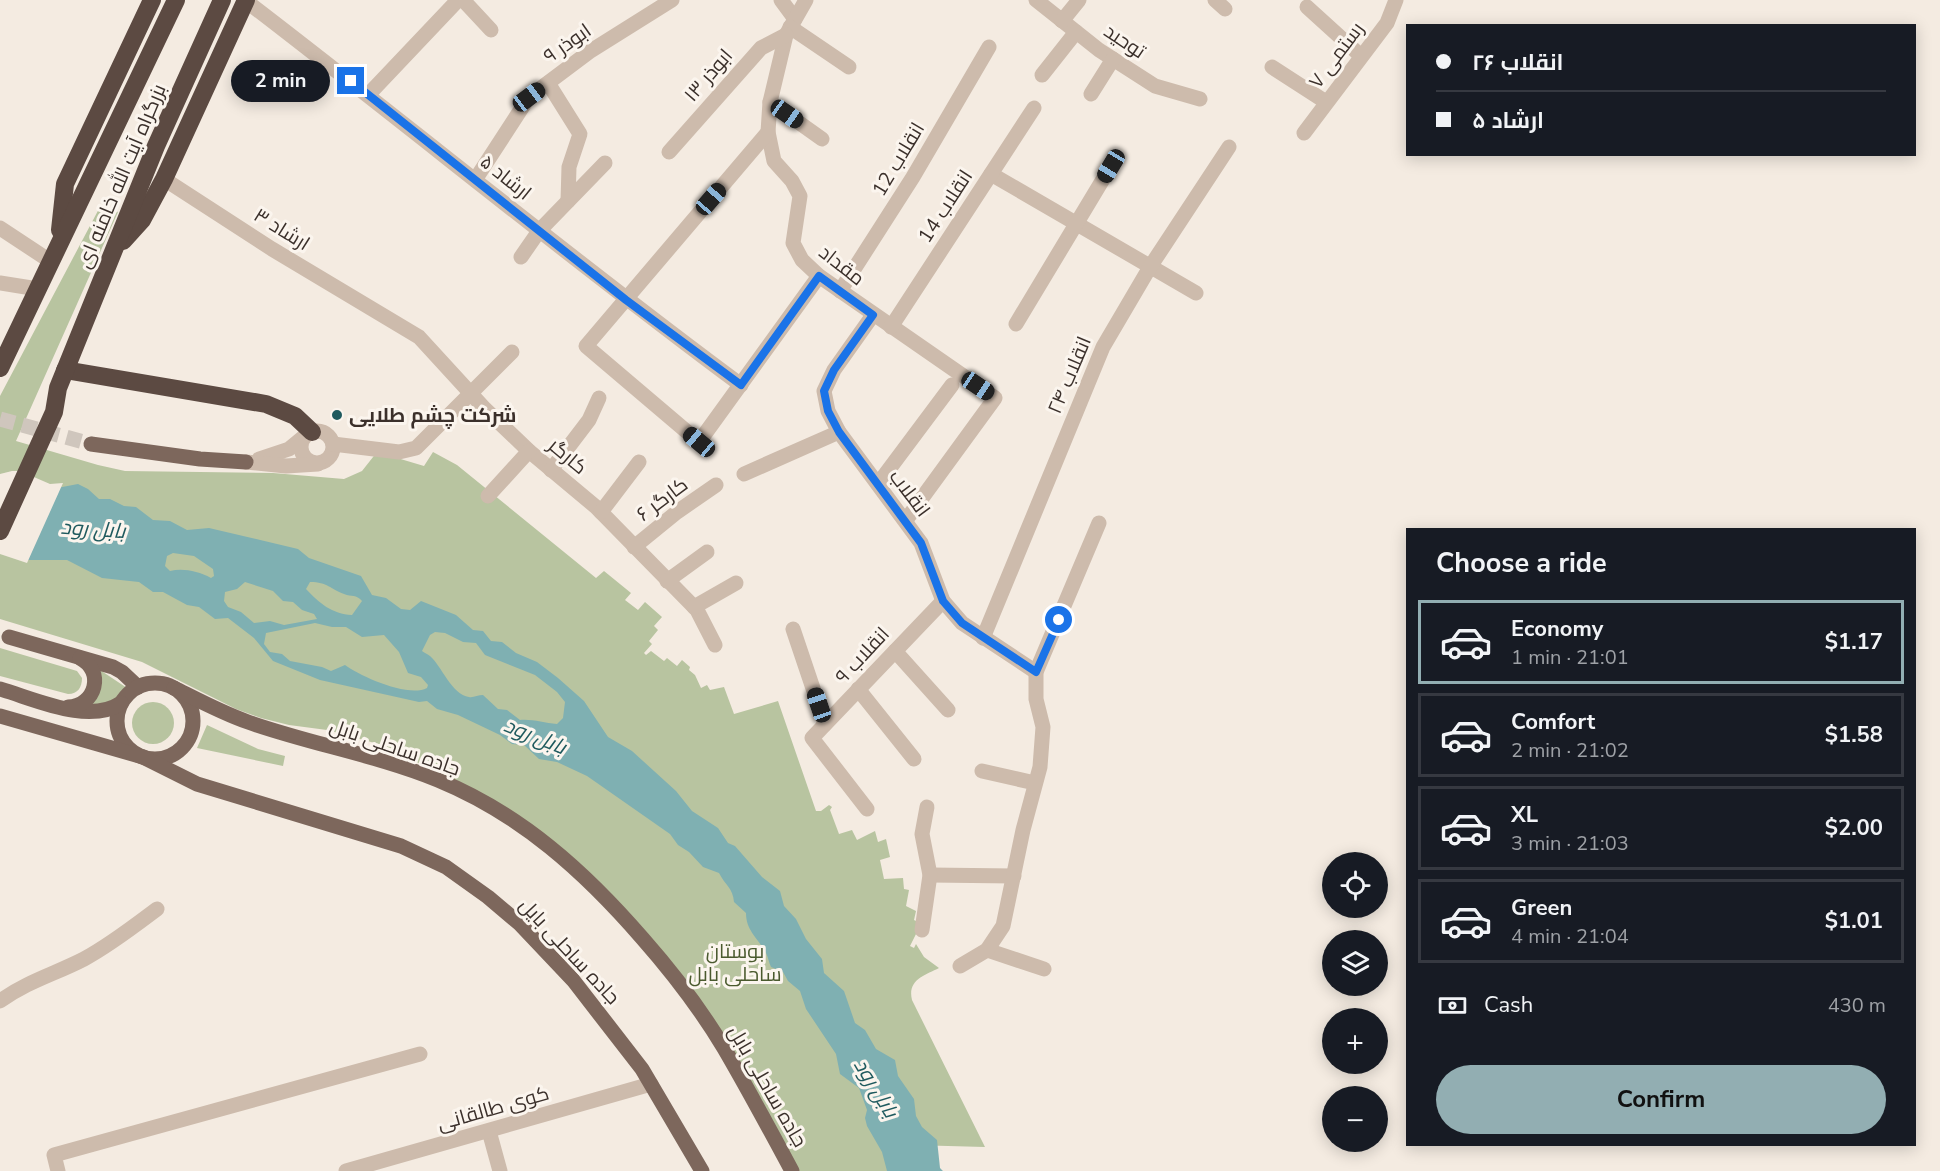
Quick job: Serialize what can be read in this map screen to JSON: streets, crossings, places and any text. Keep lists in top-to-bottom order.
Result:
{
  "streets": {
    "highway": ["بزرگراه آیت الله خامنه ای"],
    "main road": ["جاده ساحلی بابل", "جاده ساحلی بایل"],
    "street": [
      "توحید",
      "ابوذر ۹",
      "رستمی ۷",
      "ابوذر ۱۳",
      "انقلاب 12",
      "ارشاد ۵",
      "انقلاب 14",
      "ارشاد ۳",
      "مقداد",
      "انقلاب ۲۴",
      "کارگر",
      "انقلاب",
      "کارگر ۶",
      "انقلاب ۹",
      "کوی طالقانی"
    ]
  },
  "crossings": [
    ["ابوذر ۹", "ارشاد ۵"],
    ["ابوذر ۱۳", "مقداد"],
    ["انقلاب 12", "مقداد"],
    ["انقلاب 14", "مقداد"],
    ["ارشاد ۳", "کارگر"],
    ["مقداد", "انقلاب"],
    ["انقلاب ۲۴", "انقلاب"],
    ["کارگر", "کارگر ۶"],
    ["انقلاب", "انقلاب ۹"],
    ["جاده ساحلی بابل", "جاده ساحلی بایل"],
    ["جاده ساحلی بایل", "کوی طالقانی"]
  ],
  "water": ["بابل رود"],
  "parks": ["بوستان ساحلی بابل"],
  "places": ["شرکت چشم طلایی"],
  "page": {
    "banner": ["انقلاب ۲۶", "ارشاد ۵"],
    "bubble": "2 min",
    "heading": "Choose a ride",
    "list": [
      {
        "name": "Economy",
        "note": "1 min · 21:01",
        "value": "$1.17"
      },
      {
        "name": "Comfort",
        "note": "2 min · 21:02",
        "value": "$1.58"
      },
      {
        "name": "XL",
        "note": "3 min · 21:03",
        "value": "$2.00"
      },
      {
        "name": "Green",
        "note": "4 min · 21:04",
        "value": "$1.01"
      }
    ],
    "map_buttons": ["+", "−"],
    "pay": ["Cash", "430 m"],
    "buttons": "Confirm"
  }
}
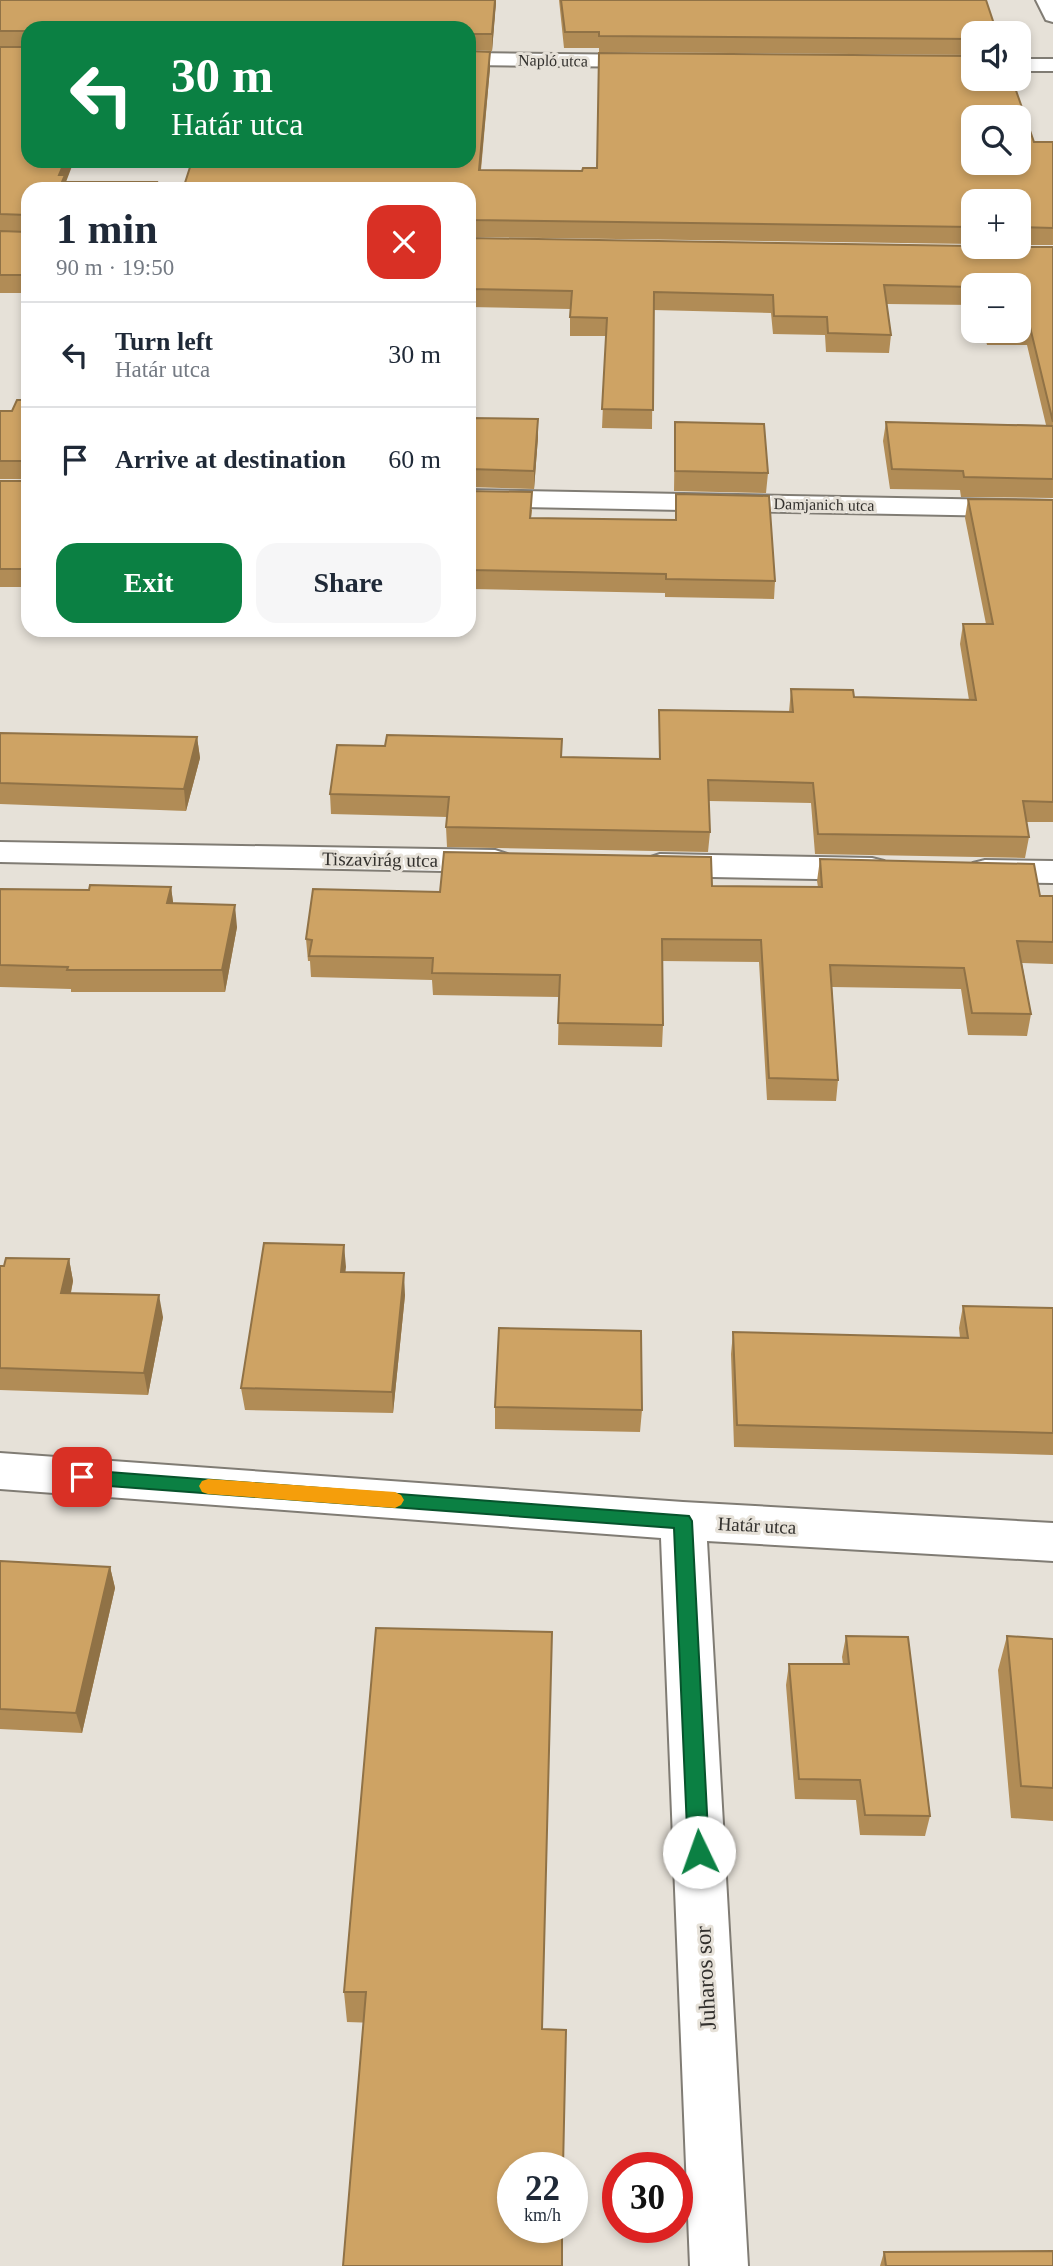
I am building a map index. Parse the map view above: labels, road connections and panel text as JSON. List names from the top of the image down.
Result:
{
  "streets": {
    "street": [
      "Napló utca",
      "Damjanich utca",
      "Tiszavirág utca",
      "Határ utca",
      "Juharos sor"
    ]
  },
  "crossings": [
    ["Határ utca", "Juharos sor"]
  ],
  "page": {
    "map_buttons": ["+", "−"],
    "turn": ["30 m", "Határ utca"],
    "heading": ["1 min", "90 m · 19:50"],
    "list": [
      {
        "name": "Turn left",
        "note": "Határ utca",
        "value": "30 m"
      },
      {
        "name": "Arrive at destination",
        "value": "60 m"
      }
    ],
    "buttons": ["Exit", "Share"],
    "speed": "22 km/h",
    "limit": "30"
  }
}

Task description: Reproduce the data word for word without its images.

Answer section:
Quick job: Serialize what can be read in this map screen to JSON: streets, crossings, places and any text. Keep lists in top-to-bottom order.
Result:
{
  "streets": {
    "highway": ["بزرگراه آیت الله خامنه ای"],
    "main road": ["جاده ساحلی بابل", "جاده ساحلی بایل"],
    "street": [
      "توحید",
      "ابوذر ۹",
      "رستمی ۷",
      "ابوذر ۱۳",
      "انقلاب 12",
      "ارشاد ۵",
      "انقلاب 14",
      "ارشاد ۳",
      "مقداد",
      "انقلاب ۲۴",
      "کارگر",
      "انقلاب",
      "کارگر ۶",
      "انقلاب ۹",
      "کوی طالقانی"
    ]
  },
  "crossings": [
    ["ابوذر ۹", "ارشاد ۵"],
    ["ابوذر ۱۳", "مقداد"],
    ["انقلاب 12", "مقداد"],
    ["انقلاب 14", "مقداد"],
    ["ارشاد ۳", "کارگر"],
    ["مقداد", "انقلاب"],
    ["انقلاب ۲۴", "انقلاب"],
    ["کارگر", "کارگر ۶"],
    ["انقلاب", "انقلاب ۹"],
    ["جاده ساحلی بابل", "جاده ساحلی بایل"],
    ["جاده ساحلی بایل", "کوی طالقانی"]
  ],
  "water": ["بابل رود"],
  "parks": ["بوستان ساحلی بابل"],
  "places": ["شرکت چشم طلایی"],
  "page": {
    "banner": ["انقلاب ۲۶", "ارشاد ۵"],
    "bubble": "2 min",
    "heading": "Choose a ride",
    "list": [
      {
        "name": "Economy",
        "note": "1 min · 21:01",
        "value": "$1.17"
      },
      {
        "name": "Comfort",
        "note": "2 min · 21:02",
        "value": "$1.58"
      },
      {
        "name": "XL",
        "note": "3 min · 21:03",
        "value": "$2.00"
      },
      {
        "name": "Green",
        "note": "4 min · 21:04",
        "value": "$1.01"
      }
    ],
    "map_buttons": ["+", "−"],
    "pay": ["Cash", "430 m"],
    "buttons": "Confirm"
  }
}
I am building a map index. Parse the map view above: labels, road connections and panel text as JSON. List names from the top of the image down.
Result:
{
  "streets": {
    "street": [
      "Napló utca",
      "Damjanich utca",
      "Tiszavirág utca",
      "Határ utca",
      "Juharos sor"
    ]
  },
  "crossings": [
    ["Határ utca", "Juharos sor"]
  ],
  "page": {
    "map_buttons": ["+", "−"],
    "turn": ["30 m", "Határ utca"],
    "heading": ["1 min", "90 m · 19:50"],
    "list": [
      {
        "name": "Turn left",
        "note": "Határ utca",
        "value": "30 m"
      },
      {
        "name": "Arrive at destination",
        "value": "60 m"
      }
    ],
    "buttons": ["Exit", "Share"],
    "speed": "22 km/h",
    "limit": "30"
  }
}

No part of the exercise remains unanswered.